Owst gives an example of the explicit class associations of women's speech. He cites the Speculum Laicorum: "There are two kinds of dogs, for some are well-bred, others low-bred. The well-bred, indeed, are silent and free from guile; the low-bred are ill-tempered and fond of barking. So is it with women: the daughters of nobles are artless, silent, and lovers of solitude; the ignoble to be sure are loud and roamers in the streets" (386-87). Perhaps, then, attitudes like these caused the socially anxious merchant class to be concerned about the public reputation of their womenfolk. One Balliol poem, “In villa. In villa, quid vidistis in villa?” is devoted exclusively to this subject of female verbosity:

On thyng for-soth I haue esspyed;
All women be not tong-tyed;
For yf they be, they be by-lyed
In villa.
Yff owght be sayd to them, sertayn,
Wene you [th]ei will not answer a-gayn?
Yes for euery word, twayn!
In villa. (Dyboski 109)

Not only do women talk too much, but the intent and meaning of their words is not to be trusted. In "Of all creature women be best/"Cuius contrarium verum est," four of the ten stanzas are directly concerned withthe dishonest or inappropriate female speech. So untrustworthy are women, the texts suggest, that wise husbands should not delegate any of their authority to their wives, nor should he seek their counsel in household matters. Thus, the poem "Whan netillis in wynter bere rosis rede" warns:

Whan netillis in wynter bere rosis rede,
& thornys bere figgis naturally,
& bromes bere appyllis in euery mede,
&lorellis bere cheris in [th]e croppis so hie,
& and okys bere datis so plentvosly,
And lekis geve hony in [th]er superfluens;
Than put in a woman your trust & confidens. (Dyboski 114)

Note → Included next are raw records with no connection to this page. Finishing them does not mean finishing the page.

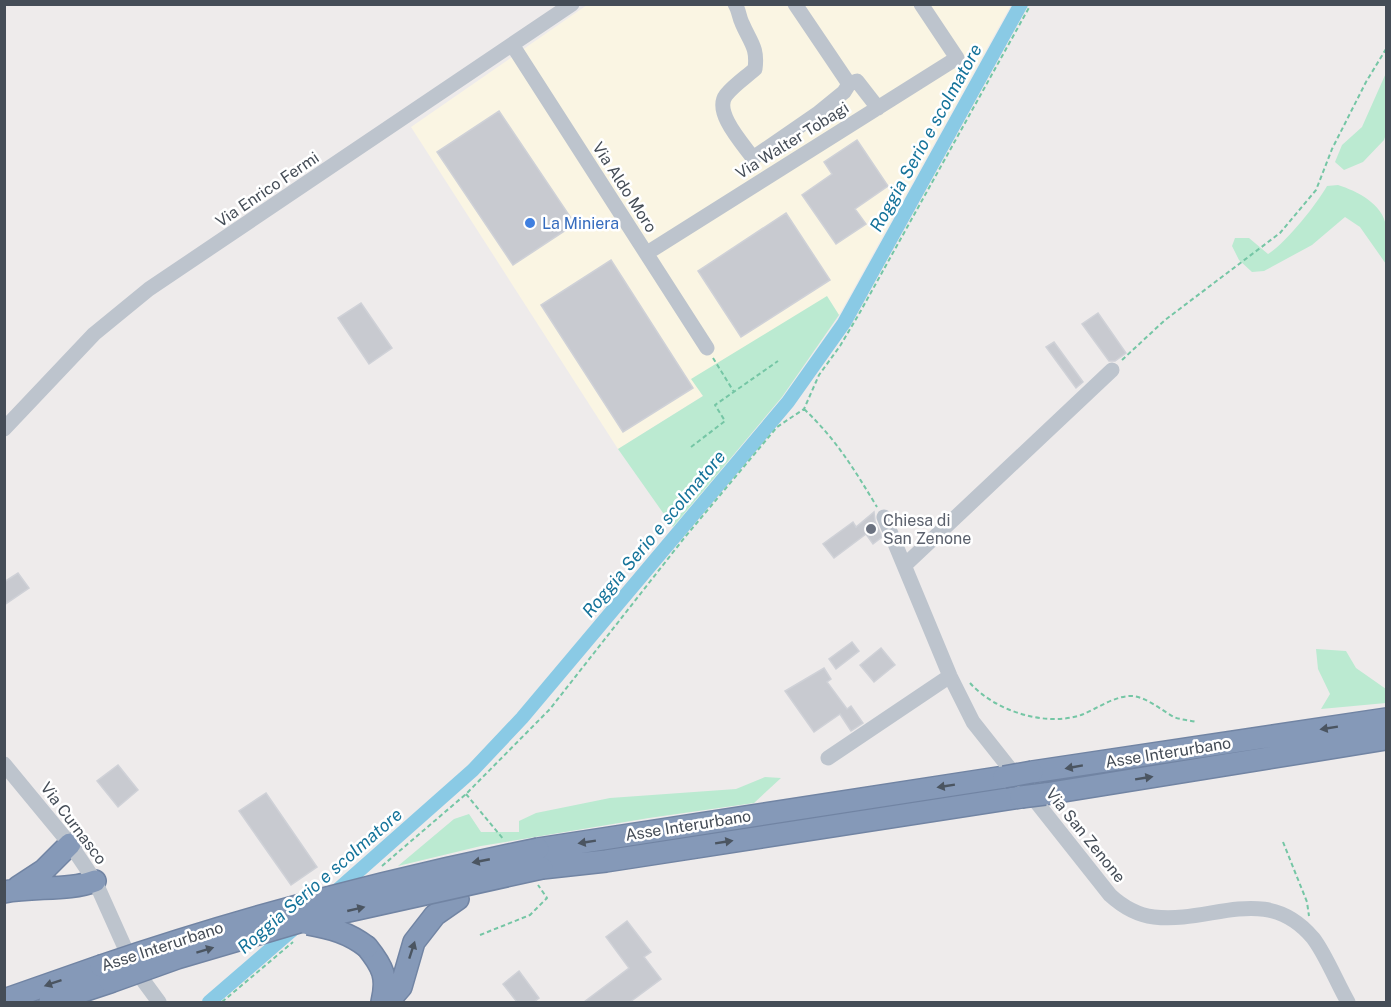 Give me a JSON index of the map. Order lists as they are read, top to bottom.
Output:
{
  "streets": {
    "highway": ["Asse Interurbano"],
    "street": [
      "Via Walter Tobagi",
      "Via Aldo Moro",
      "Via Enrico Fermi",
      "Via Curnasco",
      "Via San Zenone"
    ]
  },
  "crossings": [
    ["Via Walter Tobagi", "Via Aldo Moro"],
    ["Via Aldo Moro", "Via Enrico Fermi"]
  ],
  "water": ["Roggia Serio e scolmatore"],
  "places": ["La Miniera", "Chiesa di San Zenone"]
}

Another text in Balliol 354 that warns men not to trust the words of women is an extract from an English version of the Gesta Romanorum. This is not a comic tale, but it shares many aspects with the fabliau Jak & His Stepdame. In the Gesta Romanorum tale, called "Godfirdus A Wise Emperoure," a son loses his father's inheritance (three magic items that brought him wealth and respect merely through their possession) because he hands it over to his girlfriend, who tells him that she will take care of it. Instead, she steals it, and abandons the youth, who repeatedly bewails his foolish trust in her. Eventually, the inheritance is restored, and the youth gets revenge on the scheming girl (Herrtage 180-93). In the original version of the complete Gesta the tale is accompanied by a moral which glosses the story as a parable of the Fall, but in the Balliol excerpt this moral is missing. Therefore, in Balliol 354, the tale reads more as a warning about women generally than a religious parable. Both “Godfirdus” and Jak & his Stepdame involve the loss of patriarchal power through misplaced trust in a woman, but in the fabliau, like the lyrics, the moral is rendered in burlesque.

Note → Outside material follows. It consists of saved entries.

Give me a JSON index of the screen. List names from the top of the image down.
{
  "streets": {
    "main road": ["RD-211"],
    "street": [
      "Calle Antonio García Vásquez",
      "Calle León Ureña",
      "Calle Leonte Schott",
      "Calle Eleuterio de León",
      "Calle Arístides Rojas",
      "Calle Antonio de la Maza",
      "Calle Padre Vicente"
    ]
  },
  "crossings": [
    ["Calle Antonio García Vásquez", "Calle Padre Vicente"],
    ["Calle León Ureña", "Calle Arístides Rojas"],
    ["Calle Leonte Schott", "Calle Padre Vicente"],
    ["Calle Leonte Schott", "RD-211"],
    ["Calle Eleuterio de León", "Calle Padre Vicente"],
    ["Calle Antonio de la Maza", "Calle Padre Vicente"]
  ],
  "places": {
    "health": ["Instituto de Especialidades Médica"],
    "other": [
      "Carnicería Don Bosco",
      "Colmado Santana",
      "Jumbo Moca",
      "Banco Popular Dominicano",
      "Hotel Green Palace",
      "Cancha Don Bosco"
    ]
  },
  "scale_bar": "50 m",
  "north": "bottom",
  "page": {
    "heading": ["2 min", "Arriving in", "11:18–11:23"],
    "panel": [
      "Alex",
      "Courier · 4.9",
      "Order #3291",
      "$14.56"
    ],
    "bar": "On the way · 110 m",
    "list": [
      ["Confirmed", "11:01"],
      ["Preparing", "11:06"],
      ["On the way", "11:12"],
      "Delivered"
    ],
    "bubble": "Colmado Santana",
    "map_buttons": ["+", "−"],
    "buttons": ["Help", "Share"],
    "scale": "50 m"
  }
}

In Jak & His Stepdame a stepmother mistreats her husband's son, slandering him to his father, even persuading the foolish man to deny the boy food and drink. When this son is sent out into the fields at her insistence, he meets an old wanderer who, in reward for the boy's charitable gesture of sharing food with him, grants the boy three wishes. In this tale of patriarchal rights, it is significant that the granter of wishes is an old man, instead of the seductive young female fairy-figure of many other fairytales, since the exchange of power is kept between men. All of Jak's wishes are meant to regain patriarchal power. He is given an enchanted pipe, which causes animals to follow him when he plays, thus establishing his control over lesser beings. Another gift is a magic bow that always hits the bird at which it has been aimed. This gives the boy his rightful control over food, which had been denied him by his slandering stepmother and hen-pecked father.

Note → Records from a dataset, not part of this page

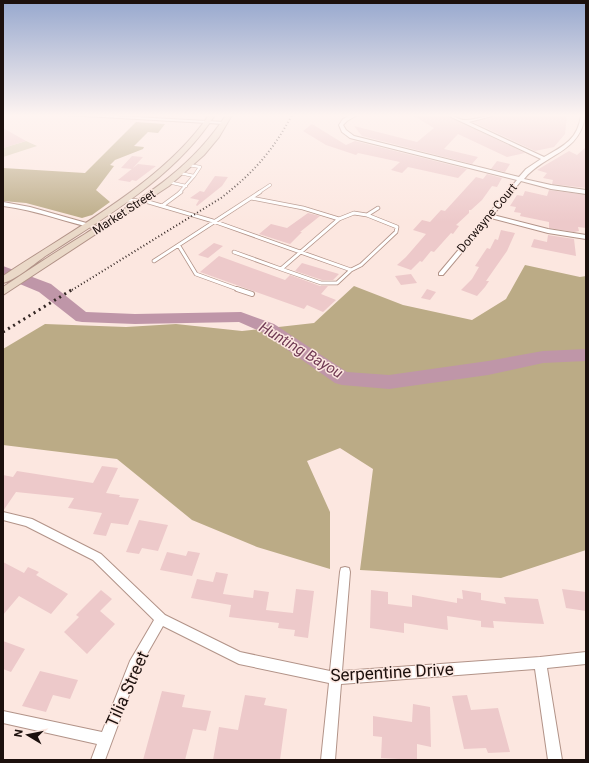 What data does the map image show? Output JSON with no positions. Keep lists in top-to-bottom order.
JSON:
{
  "streets": {
    "main road": ["Market Street"],
    "street": ["Dorwayne Court", "Serpentine Drive", "Tilia Street"]
  },
  "crossings": [
    ["Serpentine Drive", "Tilia Street"]
  ],
  "water": ["Hunting Bayou"],
  "north": "left"
} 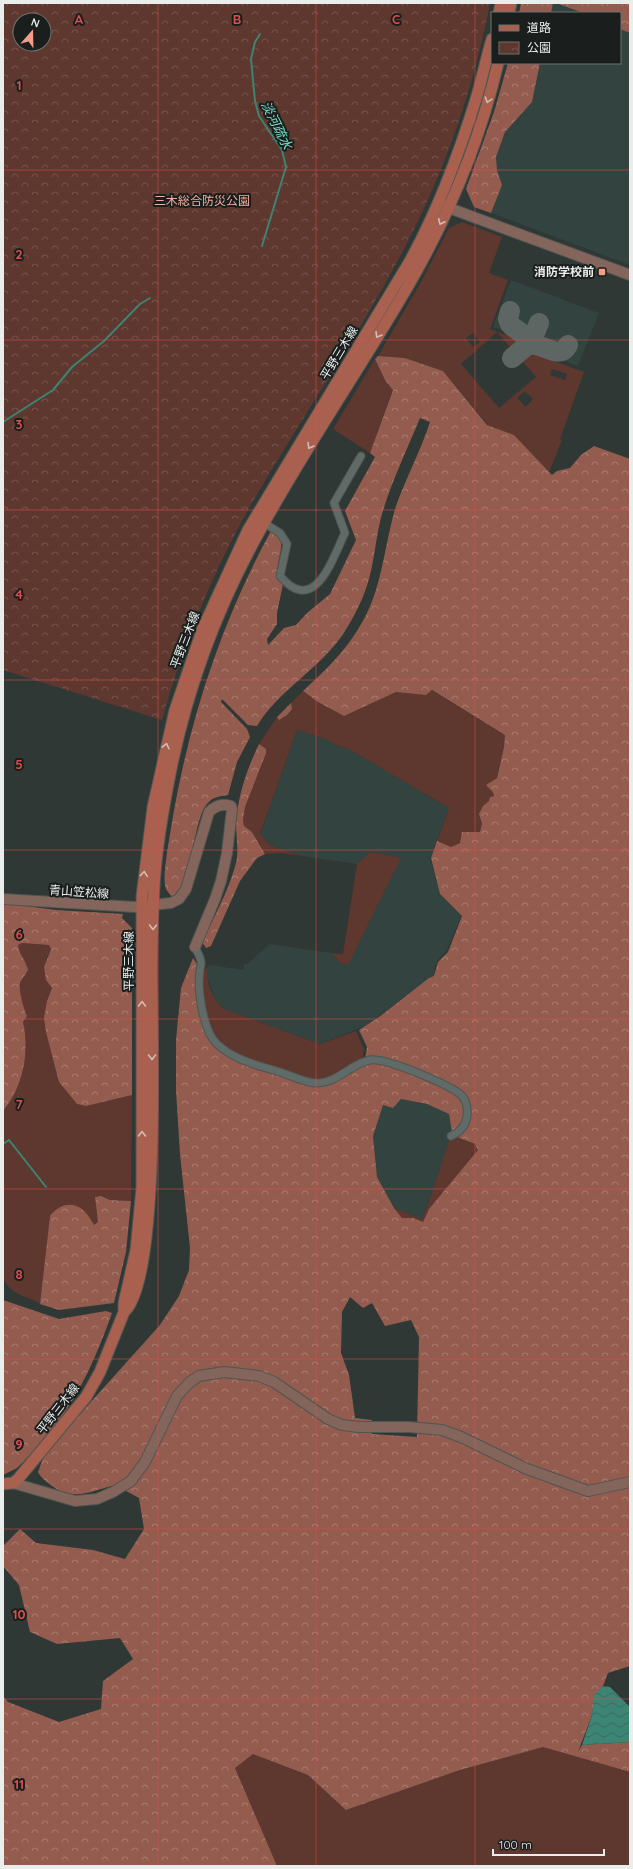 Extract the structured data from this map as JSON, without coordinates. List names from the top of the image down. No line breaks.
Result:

One wish in particular, however, most clearly reflects masculine anxiety about the disruptive potential of women, and women’s bodies. The domineering wife is punished by Jak’s wish that whenever his evil stepmother gives him a dirty look, she breaks wind:

Full angerly loked she on hym tho,
An-o[th]er ffarte lete she goo,
And fowle she was shent.
The goodman said: "By my lyff,
I know not what eileth my wiff;
I trowe her arse be rent." (Dyboski 123)

In this story, the disruptive female body–associated with her bad counsel–is ultimately turned against the woman herself. The father, repulsed by his wife's loss of control over her body, switches his allegiances back to his son, and the rightful patriarchal and patrilineal nature of the household is restored. The woman's attempt to control the house is punished with the loss of all control, even of her own body.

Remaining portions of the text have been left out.